[Stored data]
──────
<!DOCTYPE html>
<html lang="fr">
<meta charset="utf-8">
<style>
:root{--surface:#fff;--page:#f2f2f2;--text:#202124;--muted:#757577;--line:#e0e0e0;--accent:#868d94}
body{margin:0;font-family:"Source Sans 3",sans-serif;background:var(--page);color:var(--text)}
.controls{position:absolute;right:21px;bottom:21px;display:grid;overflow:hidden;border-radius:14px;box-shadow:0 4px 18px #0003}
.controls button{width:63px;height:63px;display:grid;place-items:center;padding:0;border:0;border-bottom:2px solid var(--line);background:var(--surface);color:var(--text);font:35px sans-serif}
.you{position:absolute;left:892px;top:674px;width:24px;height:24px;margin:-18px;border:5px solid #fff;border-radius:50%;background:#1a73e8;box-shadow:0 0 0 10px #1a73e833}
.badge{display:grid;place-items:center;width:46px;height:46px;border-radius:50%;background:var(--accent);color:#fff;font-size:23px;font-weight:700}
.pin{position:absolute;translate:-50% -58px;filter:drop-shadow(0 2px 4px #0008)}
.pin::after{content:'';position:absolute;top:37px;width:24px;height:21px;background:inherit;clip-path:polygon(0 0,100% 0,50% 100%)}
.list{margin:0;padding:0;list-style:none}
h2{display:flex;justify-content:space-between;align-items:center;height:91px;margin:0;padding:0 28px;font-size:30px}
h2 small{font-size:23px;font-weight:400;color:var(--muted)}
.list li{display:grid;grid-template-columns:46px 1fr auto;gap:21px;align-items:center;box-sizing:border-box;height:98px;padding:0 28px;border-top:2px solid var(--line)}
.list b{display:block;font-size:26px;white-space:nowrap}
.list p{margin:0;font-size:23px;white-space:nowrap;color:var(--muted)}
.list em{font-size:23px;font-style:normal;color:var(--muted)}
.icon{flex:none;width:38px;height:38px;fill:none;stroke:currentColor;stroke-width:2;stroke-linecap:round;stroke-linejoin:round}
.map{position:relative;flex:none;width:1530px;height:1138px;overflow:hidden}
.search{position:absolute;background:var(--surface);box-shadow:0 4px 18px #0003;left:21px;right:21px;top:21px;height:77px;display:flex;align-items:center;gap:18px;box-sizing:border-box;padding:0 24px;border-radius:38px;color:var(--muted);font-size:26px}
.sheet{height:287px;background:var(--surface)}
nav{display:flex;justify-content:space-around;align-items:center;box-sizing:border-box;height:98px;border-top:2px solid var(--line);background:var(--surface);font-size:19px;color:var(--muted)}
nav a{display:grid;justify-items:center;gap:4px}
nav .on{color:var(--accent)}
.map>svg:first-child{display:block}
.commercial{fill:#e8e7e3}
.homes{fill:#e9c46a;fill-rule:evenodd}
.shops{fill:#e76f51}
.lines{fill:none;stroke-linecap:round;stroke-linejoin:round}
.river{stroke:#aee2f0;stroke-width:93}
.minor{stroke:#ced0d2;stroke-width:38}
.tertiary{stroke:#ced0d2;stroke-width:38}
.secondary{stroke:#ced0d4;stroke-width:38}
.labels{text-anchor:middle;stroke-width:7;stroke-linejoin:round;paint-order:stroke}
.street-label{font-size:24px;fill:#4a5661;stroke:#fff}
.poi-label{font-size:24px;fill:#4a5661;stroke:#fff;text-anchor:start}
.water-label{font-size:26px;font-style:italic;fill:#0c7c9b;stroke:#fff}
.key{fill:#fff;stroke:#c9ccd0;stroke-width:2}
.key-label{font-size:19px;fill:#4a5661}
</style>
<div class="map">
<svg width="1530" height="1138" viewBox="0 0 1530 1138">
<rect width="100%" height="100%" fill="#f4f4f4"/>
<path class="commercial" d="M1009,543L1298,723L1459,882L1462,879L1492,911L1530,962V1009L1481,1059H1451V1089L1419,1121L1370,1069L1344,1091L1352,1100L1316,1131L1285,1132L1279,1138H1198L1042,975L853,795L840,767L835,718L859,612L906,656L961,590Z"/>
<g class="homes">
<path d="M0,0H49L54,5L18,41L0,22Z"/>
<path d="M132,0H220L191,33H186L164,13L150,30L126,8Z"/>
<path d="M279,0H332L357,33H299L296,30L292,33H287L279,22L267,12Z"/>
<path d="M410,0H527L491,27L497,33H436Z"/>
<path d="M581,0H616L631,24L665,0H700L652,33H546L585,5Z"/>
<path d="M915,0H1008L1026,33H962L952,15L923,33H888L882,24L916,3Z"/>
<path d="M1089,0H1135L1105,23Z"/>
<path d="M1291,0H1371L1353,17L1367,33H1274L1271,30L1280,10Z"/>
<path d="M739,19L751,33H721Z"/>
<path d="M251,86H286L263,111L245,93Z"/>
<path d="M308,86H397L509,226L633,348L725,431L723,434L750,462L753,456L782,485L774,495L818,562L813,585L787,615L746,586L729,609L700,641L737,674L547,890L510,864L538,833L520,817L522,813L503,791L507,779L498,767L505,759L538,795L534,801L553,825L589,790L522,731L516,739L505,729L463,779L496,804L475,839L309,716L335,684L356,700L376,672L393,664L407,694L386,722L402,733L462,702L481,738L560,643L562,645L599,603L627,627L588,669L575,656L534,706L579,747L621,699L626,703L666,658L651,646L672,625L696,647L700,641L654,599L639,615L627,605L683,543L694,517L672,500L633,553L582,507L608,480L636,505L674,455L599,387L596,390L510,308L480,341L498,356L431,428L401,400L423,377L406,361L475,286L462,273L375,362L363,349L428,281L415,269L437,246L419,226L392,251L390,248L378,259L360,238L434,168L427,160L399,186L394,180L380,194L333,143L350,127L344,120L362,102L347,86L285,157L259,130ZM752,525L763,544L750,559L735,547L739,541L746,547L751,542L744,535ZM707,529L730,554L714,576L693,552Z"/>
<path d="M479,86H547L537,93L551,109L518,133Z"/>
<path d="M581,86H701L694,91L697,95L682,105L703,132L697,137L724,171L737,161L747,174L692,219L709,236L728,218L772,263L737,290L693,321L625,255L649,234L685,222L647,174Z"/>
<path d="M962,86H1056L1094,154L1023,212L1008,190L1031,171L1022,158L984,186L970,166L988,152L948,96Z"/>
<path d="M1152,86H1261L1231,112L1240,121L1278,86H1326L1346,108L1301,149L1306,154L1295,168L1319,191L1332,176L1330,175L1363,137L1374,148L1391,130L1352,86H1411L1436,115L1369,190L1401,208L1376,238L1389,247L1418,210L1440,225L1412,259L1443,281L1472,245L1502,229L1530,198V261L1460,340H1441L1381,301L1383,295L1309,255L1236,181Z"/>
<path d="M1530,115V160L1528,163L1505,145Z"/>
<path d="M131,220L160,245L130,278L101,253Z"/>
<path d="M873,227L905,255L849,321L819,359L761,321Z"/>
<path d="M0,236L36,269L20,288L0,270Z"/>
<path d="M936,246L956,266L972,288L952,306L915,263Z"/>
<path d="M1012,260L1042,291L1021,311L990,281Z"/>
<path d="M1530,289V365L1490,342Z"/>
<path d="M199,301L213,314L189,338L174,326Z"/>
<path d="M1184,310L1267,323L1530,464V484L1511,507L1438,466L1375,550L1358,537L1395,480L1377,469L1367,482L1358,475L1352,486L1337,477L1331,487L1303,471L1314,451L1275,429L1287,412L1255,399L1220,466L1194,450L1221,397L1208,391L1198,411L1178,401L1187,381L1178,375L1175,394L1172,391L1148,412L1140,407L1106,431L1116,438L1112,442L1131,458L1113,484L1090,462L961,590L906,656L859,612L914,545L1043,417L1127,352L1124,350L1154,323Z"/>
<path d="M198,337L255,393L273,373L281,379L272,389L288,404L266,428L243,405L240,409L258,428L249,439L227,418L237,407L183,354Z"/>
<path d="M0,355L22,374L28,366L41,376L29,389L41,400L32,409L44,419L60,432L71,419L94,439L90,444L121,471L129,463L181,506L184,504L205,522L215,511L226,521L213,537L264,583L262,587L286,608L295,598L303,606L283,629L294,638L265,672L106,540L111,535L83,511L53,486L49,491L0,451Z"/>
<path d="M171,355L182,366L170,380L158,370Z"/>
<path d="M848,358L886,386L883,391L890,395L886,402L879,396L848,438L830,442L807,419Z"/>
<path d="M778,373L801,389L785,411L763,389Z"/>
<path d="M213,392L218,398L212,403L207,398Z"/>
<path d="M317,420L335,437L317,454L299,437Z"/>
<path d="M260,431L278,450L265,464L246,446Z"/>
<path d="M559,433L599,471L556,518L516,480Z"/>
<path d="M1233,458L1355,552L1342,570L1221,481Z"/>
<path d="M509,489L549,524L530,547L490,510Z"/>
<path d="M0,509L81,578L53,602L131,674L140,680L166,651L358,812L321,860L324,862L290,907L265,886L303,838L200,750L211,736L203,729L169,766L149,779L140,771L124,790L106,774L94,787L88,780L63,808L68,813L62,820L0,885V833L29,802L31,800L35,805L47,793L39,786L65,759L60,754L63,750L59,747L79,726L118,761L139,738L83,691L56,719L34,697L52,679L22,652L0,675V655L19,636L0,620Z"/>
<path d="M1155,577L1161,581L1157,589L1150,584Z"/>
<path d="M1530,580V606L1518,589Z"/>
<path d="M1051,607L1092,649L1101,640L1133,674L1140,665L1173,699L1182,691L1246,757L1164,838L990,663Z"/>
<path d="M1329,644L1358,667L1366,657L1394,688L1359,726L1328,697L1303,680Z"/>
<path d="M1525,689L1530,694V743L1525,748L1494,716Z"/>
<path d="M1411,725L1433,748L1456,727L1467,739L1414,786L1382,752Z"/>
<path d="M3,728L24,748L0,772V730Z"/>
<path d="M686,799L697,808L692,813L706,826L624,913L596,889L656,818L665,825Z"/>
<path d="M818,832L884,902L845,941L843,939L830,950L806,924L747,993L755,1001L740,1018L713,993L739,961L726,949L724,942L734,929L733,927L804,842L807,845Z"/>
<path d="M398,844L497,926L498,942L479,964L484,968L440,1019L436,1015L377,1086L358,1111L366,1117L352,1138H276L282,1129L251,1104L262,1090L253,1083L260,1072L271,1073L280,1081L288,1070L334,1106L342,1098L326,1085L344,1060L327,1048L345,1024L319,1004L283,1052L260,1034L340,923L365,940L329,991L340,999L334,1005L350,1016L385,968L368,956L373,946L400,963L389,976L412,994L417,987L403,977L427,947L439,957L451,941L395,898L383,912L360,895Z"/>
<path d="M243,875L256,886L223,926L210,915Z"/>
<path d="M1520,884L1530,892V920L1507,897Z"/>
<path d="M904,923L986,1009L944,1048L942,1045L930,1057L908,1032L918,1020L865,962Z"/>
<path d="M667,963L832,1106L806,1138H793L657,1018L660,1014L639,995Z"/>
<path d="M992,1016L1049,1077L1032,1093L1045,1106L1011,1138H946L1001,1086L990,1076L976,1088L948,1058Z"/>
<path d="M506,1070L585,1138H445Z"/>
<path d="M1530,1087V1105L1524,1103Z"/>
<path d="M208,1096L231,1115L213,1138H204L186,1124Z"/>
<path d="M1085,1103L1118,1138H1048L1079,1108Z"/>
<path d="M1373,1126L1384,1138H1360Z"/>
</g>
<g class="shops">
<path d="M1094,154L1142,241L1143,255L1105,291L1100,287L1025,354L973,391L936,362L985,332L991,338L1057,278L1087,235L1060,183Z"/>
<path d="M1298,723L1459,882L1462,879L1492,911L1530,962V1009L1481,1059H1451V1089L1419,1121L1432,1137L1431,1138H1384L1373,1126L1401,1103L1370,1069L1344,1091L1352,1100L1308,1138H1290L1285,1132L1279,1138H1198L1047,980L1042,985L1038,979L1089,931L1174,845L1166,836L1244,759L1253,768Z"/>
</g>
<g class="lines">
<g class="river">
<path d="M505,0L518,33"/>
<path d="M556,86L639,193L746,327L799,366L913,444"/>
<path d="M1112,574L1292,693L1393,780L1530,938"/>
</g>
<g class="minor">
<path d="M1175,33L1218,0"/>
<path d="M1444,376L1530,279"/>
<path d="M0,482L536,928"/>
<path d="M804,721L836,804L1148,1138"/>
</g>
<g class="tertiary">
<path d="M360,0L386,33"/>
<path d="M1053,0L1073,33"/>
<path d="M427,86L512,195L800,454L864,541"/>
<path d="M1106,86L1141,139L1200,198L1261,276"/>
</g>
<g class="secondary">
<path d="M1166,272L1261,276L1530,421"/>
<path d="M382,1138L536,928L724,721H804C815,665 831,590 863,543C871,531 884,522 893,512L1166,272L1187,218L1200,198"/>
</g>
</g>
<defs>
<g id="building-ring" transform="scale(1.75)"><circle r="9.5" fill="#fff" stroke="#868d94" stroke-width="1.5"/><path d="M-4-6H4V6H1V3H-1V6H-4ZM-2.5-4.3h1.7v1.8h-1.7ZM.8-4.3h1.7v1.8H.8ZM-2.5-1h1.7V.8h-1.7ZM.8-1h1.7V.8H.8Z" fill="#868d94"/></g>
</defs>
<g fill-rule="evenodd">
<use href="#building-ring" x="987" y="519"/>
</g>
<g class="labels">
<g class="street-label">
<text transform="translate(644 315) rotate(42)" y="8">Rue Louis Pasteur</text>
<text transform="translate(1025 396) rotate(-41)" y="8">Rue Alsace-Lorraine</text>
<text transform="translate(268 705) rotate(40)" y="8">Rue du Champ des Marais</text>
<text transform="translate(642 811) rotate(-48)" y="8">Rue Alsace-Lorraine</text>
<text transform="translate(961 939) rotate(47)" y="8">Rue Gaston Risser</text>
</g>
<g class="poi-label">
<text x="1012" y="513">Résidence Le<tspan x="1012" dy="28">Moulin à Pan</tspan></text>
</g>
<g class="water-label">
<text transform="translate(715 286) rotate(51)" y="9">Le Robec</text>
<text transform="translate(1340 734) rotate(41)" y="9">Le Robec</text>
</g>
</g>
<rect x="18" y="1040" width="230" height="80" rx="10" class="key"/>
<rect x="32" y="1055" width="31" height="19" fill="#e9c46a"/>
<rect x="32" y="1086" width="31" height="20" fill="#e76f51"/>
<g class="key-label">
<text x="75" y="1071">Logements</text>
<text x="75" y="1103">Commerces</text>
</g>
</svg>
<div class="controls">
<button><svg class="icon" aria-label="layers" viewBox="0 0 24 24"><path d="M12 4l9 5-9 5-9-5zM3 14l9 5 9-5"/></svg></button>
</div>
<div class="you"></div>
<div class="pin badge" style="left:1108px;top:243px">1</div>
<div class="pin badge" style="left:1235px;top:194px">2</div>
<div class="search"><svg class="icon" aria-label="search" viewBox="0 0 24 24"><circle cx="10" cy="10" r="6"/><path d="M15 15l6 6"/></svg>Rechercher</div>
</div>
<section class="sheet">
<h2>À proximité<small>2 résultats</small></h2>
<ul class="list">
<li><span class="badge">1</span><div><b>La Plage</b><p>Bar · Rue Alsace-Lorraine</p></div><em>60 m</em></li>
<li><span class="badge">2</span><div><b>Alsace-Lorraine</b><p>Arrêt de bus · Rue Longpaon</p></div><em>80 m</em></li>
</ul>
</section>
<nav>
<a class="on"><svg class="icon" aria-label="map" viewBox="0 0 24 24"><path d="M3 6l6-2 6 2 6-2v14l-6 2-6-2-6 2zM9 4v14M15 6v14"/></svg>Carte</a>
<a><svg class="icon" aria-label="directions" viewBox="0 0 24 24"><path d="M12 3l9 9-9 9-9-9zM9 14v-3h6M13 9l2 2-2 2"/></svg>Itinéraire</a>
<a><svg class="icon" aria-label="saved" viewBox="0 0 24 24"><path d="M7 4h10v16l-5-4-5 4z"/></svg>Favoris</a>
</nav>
──────
▸ **WHAT YOU SHOULD DO**: Whenever the word "place" shows up in a line of the entries, copy that line.

▸ **COMPLETED EXERCISE**:
.controls button{width:63px;height:63px;display:grid;place-items:center;padding:0;border:0;border-bottom:2px solid var(--line);background:var(--surface);color:var(--text);font:35px sans-serif}
.badge{display:grid;place-items:center;width:46px;height:46px;border-radius:50%;background:var(--accent);color:#fff;font-size:23px;font-weight:700}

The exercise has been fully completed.